--- START ---

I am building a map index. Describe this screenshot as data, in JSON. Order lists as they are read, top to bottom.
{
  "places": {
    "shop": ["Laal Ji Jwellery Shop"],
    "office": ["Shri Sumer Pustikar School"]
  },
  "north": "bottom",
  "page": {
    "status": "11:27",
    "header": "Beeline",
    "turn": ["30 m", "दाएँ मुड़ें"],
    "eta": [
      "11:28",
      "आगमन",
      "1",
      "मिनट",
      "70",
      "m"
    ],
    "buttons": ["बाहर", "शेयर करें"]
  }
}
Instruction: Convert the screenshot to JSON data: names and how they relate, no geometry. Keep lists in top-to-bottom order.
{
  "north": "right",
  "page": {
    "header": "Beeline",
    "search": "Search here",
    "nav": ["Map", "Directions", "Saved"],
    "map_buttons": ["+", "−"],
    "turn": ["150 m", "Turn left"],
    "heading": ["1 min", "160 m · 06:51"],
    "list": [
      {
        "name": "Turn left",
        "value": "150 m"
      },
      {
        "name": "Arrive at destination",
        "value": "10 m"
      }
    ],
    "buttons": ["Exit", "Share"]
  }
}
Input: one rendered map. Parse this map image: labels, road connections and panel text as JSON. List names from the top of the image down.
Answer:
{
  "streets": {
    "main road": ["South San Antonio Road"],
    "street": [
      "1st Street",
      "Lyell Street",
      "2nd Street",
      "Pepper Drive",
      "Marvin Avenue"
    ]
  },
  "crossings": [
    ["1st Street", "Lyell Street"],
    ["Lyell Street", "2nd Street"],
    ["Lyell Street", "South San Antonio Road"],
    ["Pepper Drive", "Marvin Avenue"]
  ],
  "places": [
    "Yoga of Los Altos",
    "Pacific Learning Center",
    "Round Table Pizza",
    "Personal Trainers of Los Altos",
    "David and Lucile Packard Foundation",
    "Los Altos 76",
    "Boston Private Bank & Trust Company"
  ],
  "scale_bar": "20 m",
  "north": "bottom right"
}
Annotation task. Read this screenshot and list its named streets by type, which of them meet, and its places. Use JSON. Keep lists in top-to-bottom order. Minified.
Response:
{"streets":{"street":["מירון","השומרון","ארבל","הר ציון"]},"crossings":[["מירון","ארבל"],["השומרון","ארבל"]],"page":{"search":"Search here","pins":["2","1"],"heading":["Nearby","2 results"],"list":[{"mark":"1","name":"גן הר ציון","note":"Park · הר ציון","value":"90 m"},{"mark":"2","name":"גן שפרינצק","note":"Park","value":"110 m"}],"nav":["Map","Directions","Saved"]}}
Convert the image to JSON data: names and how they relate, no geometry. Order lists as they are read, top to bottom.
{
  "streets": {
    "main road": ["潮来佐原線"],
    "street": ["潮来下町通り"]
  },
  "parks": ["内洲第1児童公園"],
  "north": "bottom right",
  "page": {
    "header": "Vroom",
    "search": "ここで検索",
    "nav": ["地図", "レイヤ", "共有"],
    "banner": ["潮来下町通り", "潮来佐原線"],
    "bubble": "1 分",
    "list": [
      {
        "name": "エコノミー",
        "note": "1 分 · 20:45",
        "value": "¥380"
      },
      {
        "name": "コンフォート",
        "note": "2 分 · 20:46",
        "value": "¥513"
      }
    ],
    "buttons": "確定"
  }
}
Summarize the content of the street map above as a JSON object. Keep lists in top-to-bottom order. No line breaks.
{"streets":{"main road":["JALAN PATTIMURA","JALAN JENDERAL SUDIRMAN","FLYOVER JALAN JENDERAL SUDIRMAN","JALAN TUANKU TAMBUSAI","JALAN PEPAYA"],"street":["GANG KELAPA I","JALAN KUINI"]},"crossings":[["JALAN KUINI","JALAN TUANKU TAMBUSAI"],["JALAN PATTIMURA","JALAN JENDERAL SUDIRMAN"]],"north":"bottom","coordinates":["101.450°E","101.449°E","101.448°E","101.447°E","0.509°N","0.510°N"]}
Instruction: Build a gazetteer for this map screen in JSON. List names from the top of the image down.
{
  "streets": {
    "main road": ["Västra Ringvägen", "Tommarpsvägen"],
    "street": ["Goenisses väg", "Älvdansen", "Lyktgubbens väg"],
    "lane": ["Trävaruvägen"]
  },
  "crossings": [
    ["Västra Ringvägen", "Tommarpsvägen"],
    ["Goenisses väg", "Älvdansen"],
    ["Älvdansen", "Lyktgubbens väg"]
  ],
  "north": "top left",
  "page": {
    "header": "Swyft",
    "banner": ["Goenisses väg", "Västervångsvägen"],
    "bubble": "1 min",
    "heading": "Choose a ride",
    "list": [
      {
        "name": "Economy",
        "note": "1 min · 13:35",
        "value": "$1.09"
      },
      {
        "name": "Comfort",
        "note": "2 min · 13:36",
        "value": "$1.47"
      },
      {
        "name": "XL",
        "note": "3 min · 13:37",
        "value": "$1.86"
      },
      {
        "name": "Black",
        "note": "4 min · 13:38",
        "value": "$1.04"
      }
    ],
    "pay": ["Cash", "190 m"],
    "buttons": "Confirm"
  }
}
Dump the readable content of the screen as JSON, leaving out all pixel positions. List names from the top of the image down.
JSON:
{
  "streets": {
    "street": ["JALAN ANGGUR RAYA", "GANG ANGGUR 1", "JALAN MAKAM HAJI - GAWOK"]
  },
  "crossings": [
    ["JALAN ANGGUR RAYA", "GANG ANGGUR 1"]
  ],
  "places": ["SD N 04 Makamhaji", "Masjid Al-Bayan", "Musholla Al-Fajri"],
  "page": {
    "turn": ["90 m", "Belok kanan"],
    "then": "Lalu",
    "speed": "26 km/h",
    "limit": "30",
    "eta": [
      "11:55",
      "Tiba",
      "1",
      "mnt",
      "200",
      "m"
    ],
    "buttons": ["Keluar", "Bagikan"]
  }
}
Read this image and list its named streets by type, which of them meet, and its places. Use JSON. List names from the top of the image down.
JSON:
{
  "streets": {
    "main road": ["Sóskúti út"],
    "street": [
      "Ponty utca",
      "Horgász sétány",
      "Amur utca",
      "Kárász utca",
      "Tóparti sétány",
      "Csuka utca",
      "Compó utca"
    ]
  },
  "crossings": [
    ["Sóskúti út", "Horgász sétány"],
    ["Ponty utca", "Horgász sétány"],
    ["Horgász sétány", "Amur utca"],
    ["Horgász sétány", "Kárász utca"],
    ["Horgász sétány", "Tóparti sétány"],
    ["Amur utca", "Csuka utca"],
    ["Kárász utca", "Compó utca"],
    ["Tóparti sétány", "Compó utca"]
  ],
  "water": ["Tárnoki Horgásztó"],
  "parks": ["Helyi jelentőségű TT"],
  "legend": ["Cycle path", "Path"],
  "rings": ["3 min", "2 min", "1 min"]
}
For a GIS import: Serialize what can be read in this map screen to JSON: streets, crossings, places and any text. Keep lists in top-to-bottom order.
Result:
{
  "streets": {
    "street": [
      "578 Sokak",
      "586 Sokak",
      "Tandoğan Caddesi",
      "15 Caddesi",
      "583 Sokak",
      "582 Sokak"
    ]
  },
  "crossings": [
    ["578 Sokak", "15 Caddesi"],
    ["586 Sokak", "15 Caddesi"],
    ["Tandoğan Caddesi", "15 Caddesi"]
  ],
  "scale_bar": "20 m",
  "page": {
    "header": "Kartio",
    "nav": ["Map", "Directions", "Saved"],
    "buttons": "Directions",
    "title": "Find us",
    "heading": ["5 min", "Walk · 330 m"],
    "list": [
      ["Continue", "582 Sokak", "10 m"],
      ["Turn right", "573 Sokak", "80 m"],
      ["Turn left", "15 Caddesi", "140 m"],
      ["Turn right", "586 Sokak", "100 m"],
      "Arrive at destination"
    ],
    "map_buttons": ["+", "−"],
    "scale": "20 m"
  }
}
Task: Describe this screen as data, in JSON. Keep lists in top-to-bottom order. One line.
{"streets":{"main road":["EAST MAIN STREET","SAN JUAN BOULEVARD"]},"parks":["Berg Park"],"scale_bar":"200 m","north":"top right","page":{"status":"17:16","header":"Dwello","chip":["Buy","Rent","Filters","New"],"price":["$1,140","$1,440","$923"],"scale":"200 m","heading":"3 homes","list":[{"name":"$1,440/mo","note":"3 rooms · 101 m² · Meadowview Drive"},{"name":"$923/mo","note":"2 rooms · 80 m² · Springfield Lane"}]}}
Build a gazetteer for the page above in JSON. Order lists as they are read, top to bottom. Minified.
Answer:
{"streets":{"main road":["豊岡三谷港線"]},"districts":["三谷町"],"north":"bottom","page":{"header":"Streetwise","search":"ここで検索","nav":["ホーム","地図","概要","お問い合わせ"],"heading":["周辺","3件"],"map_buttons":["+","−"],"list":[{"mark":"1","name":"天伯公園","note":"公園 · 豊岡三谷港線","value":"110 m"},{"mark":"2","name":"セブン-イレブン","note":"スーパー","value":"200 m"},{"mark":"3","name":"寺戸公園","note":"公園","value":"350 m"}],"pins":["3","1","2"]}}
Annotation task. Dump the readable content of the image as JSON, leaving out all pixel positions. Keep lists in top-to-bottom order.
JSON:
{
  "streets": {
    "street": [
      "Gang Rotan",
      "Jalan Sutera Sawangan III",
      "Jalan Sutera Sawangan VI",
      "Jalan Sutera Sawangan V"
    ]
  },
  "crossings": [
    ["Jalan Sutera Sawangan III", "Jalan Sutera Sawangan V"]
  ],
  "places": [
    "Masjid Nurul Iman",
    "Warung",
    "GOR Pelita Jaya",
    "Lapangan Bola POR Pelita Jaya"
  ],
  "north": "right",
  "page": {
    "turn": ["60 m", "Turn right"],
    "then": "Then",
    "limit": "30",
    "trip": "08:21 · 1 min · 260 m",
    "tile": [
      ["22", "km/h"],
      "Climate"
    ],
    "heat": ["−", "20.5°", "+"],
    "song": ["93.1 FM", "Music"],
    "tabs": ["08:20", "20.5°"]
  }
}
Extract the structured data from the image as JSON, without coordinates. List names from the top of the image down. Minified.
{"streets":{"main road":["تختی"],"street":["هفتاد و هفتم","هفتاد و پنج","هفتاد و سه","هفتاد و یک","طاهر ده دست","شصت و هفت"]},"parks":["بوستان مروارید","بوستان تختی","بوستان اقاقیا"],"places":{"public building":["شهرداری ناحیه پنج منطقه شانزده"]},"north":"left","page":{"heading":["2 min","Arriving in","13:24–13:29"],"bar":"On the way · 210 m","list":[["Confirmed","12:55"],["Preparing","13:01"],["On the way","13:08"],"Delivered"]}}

--- END ---

- **WHAT THIS TASK INVOLVES**
Whenever the word "Annotation" shows up in a line of the entries, list that line.

- **OUTPUT**
Annotation task. Read this screenshot and list its named streets by type, which of them meet, and its places. Use JSON. Keep lists in top-to-bottom order. Minified.
Annotation task. Dump the readable content of the image as JSON, leaving out all pixel positions. Keep lists in top-to-bottom order.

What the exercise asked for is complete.